The Bears and the city have yet to disclose details about the stadium, its development timeline and overall funding strategy. Until the new stadium is completed, the team will likely remain at Soldier Field where its $6-million-a-year lease at expires in 2033. Published news stories suggest that afterward, most of Soldier Field will be demolished, with its distinctive colonnades serving as a backdrop to a new public park with athletic fields and other amenities.

Despite those promises, Friends of the Park, a local preservation group dedicated to protecting Chicago's Lakefront and other city-owned land adjacent to Lake Michigan, criticized the Bears’ attempt to rush the downtown stadium construction plan to reality when questions regarding the amount and conditions of public investment remain unanswered. 

The group, which also successfully blocked film director George Lucas from building a lakefront museum, noted in a statement that the Bears’ plan omits not only the possibility of other favorable development sites both within and outside Chicago’s city limits, but also its longstanding desire to develop an entertainment district in conjunction with the stadium.

“What new entertainment district are they imagining for the lakefront,” the statement asked.
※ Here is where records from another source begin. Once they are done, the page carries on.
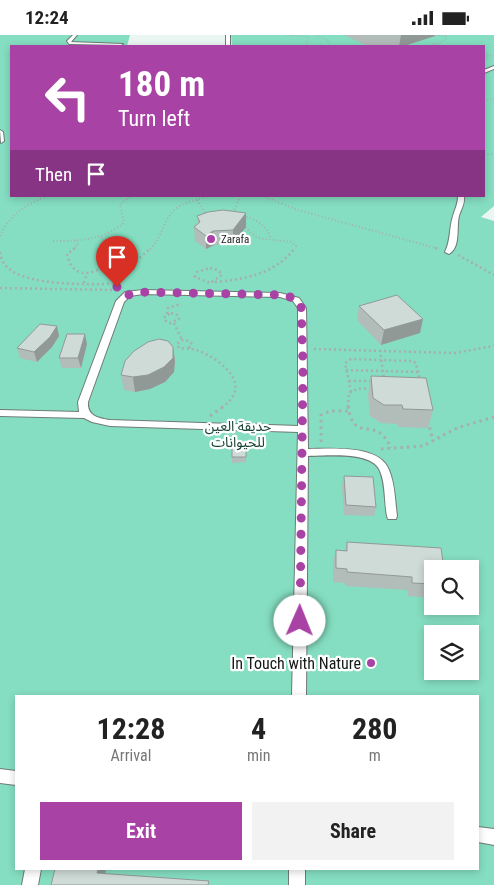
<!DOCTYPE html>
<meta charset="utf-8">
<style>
body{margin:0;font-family:"Roboto Condensed","Noto Sans Arabic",sans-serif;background:#f2f2f2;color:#222;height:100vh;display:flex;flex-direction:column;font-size:19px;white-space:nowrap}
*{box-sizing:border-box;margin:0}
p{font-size:16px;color:#767676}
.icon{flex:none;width:28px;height:28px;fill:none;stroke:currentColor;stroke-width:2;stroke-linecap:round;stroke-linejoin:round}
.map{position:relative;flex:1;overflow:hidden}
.details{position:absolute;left:15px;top:660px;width:464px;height:175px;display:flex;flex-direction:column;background:#fff;border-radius:0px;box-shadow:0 2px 8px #0003}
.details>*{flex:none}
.banner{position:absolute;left:10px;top:10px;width:475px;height:152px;border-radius:0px;box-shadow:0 2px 8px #0003;background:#a942a5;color:#fff;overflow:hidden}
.fabs{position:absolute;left:424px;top:525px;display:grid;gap:10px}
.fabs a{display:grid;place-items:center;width:55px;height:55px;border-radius:0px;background:#fff;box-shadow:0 2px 8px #0003;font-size:25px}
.pin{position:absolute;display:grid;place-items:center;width:42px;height:42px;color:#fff;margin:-51px -21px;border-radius:50% 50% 50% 0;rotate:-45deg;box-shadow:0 0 5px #0007}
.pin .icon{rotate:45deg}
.me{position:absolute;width:55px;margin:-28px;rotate:1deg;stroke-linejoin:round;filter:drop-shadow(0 0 4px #0008)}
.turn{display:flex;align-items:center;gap:18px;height:105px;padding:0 25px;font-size:22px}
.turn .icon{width:65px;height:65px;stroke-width:2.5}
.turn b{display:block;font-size:35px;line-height:42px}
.then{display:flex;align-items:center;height:48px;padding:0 25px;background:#0003;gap:10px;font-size:19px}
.eta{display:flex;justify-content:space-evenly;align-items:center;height:85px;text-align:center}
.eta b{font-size:30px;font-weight:700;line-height:35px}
.button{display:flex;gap:10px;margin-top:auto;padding:10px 25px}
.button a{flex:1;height:58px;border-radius:0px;background:#a942a5;color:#fff;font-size:20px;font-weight:700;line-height:58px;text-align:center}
.button a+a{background:#f2f2f2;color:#222}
.status{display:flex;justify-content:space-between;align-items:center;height:35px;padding:0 25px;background:#fff;direction:ltr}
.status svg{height:14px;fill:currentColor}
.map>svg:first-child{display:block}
.green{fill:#85dec1;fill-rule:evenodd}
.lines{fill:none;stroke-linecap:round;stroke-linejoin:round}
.lane-casing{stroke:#6f7a76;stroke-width:2}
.path-far3{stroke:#a5afab;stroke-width:1;stroke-dasharray:1 2;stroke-linecap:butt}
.path-far2{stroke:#a5afab;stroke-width:2;stroke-dasharray:1 2.5;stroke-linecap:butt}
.path-far1{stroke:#a5afab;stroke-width:2.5;stroke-dasharray:2 3;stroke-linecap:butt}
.path{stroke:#a5afab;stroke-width:3;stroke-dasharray:2.5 4;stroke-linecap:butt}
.lane{fill:#fff;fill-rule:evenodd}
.wall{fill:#b2bcb9}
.shaded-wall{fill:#919996}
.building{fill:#cfdbd7;stroke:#919996}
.route{stroke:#a942a5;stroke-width:9;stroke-dasharray:0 16.2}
.poi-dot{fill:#a942a5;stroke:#fff;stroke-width:2}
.labels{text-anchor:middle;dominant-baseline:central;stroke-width:4.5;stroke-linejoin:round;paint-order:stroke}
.far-poi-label{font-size:11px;fill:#151918;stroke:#fff;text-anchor:start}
.park-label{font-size:14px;fill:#184437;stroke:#fff}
.near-poi-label{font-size:16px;fill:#151918;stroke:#fff;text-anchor:end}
</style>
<div class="status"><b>12:24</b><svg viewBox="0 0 49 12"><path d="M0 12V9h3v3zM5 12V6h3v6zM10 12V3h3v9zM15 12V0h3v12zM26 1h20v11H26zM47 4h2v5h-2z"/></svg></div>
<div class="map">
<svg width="494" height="850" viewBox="0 0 494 850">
<rect width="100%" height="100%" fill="#eaf6f1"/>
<path class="green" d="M0,0H130L127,11H11V161H484V11H232L231,0H494V171L481,182L494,186V850H0ZM432,534H470V571H432ZM432,599H470V636H432ZM16,661H478V834H16Z"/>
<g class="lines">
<defs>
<g id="lane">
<path d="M73,0H77L71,7L123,9L121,10L69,9L67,6Z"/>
<rect x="226" y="0" width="4" height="11"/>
<path d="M494,31V34L484,38V35Z"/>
<path d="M0,95L3,97L4,106L1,108Z"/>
<path d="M458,161H464C465,169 461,174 459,181C456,193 461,212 449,219L445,217C451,205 449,193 453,181C455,174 458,169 458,161Z"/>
<path d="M143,255L280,258L299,263L306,273L308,414C331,414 379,409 389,435C395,449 395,466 397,481L396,484H388L387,481C384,467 386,447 379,434C369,416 325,421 308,421L306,661H292L298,397L110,391L92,387L84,383L0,381V375L79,377L78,367L116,266L125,257ZM143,259L280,262L293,266L298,273V391L110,385C98,383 87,381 88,367L124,267L130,261Z"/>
<path d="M0,734L16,736V750L0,748Z"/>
<path d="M478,792L494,794V810L478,807Z"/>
<path d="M25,834H41L38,850H22Z"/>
<rect x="289" y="834" width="16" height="16"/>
</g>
</defs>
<use href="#lane" class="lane-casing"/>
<g class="path-far3">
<path d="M287,0L308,2L309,4L305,8L310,11"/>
<path d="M316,0L329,6V11"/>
<path d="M430,0L446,1"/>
<path d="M434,9L442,11"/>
<path d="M423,11L439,8L446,4V0"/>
<path d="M484,19L494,21"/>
<path d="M484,22L491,23"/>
<path d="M484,65L494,64"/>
</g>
<g class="path-far2">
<path d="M484,120L494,119"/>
<path d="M229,161H256"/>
<path d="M262,161L298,175L439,214"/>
<path d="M197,165L207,181"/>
<path d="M233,178L240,162"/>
<path d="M243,181C256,184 267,190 271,204"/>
<path d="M243,190L257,203L291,207L296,211L294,214"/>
<path d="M0,201C9,180 26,170 46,161"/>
<path d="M101,202L109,214"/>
<path d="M53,206C79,206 103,205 124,188L120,170L130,161"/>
<path d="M73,214L78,210L76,206"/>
<path d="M150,214C161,204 163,188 172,177C180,168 197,165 208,161"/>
</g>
<g class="path-far1">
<path d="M75,213L67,219C68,222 69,227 71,230C82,247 106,234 113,220L108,213"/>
<path d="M435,213L440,214"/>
<path d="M0,217C1,222 2,227 6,231C25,252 90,249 117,249"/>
<path d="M458,220L494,240"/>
<path d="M210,233L218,235L222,240L210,248L195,242L197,237Z"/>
<path d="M215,247C246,244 275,239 295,213"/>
<path d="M84,248L87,238"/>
<path d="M0,253L114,255"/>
<path d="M118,253L117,244L120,240L151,213"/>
<path d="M171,278L178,280L179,284L170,288L164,285L165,281Z"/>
<path d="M167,279L168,273L181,269"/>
<path d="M174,288L182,305"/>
<path d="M189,313L192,309L189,306L182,305L177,309L179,313C186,314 192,313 199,316C222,325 254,351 222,372"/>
<path d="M314,314L454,318L494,311"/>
<path d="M380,315L384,344"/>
<path d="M346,335L418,337"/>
<path d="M349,346H372"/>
<path d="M351,357L345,328L351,324L412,326L416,328L420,346"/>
<path d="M348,372L349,358L357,354L372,353"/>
</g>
<g class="path">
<path d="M348,371C354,411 376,378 391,413"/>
<path d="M210,381L224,371"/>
<path d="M428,386L433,406"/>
<path d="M321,407V380L330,376H348"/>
<path d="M381,414L423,411L457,393L494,382"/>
</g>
<use href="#lane" class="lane"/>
</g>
<g class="wall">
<path d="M344,0H435V1L404,11H368Z"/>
<path d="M197,181L246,192L233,208L214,210L206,214L195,206L194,192L198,189Z"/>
<path d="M359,271L420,298L381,310L357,285Z"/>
<path d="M57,291L59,301L52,312L37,327L20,323L17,313Z"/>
<path d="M87,309L81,333H62L59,323Z"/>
<path d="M173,312L175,326L174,337L165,347L150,354L135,357L124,355L121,340Z"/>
<path d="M371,341L433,375L428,393L398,392V389L381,388L370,381L368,360Z"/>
<path d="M232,407H246V427L232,428Z"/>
<path d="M344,441L376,472L374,481L344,480L342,451Z"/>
<path d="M347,507L432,534V563L408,561L407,555L345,551V548L333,547V529L336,515L345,516Z"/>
</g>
<g class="shaded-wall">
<path d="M401,0H435V1L404,11H399Z"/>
<path d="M246,178V192L233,208V195Z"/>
<path d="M213,196L214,210L206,214V201Z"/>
<path d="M423,284L420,298L381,310L384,295Z"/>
<path d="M57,291L59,301L52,312L37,327L34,317Z"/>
<path d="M85,299L87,309L81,333L78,323Z"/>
<path d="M173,312L175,326L174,337L165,347L150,354L135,357L133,342Z"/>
<path d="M98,834H106L104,848L97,838Z"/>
</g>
<g class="building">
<path d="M223,175L246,178L233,195L213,196L206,201L194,192L200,187L197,181L208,177Z"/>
<path d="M397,260L423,284L384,295L359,271Z"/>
<path d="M40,289L57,291L50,302L34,317L17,313Z"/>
<path d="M67,299H85L78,323H59Z"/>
<path d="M159,304L168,306L173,312V323L164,332L148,340L133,342L121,340L125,326L134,316L148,307Z"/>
<path d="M371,341L426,343L433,375L403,374L402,370H384L373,363Z"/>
<rect x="232" y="407" width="14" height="15"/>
<path d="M344,441L373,442L376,472L346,470Z"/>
<path d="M347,507L441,513L444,534H432V549L412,548V542L347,537V534L336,533V515L347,516Z"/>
<path d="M55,834H98L97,838L209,846L208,850H51Z"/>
</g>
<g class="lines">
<path class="route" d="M117,252L125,261L138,257L285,260L295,264L301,270L303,330L300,586"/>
</g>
<g class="poi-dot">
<circle cx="211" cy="204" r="5"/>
<circle cx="371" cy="628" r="5"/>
</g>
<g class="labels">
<g class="far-poi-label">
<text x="221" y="204">Zarafa</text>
</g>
<g class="park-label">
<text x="238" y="391">حديقة العين<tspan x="238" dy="16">للحيوانات</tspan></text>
</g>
<g class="near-poi-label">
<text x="361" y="628">In Touch with Nature</text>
</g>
</g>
</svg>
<div class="fabs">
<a><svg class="icon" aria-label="search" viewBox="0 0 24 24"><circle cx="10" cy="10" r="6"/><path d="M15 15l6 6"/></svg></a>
<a><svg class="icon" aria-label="layers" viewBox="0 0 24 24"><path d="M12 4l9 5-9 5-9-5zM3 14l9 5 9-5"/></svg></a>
</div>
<div class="pin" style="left:117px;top:252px;background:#d93025"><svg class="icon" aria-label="arrive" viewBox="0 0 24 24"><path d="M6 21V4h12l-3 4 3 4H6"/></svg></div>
<svg class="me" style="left:300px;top:586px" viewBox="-20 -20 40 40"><circle r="19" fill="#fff"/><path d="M0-13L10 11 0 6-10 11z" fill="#a942a5"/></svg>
<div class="banner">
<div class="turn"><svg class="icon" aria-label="left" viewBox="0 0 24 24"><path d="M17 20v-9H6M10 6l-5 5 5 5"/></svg><div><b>180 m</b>Turn left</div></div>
<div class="then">Then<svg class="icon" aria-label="arrive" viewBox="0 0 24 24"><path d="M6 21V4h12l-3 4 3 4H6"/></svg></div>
</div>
<section class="details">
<div class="eta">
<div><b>12:28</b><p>Arrival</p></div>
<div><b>4</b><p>min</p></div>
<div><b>280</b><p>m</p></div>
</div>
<div class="button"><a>Exit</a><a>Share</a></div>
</section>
</div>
The Bears’ announcement did not mention what might become of the Arlington Heights property if the lakefront stadium plan moves forward. Local officials insist that while a new stadium was never considered a “done deal,” they would continue to work with the team to resolve differences with the school districts. Alternative development strategies have not been ruled out.

“The property remains a major asset to the community and region, and it has tremendous potential,” Arlington Heights Mayor Tom Hayes said.

A rendering of the proposed domed stadium has not yet been released nor has a design team been hired.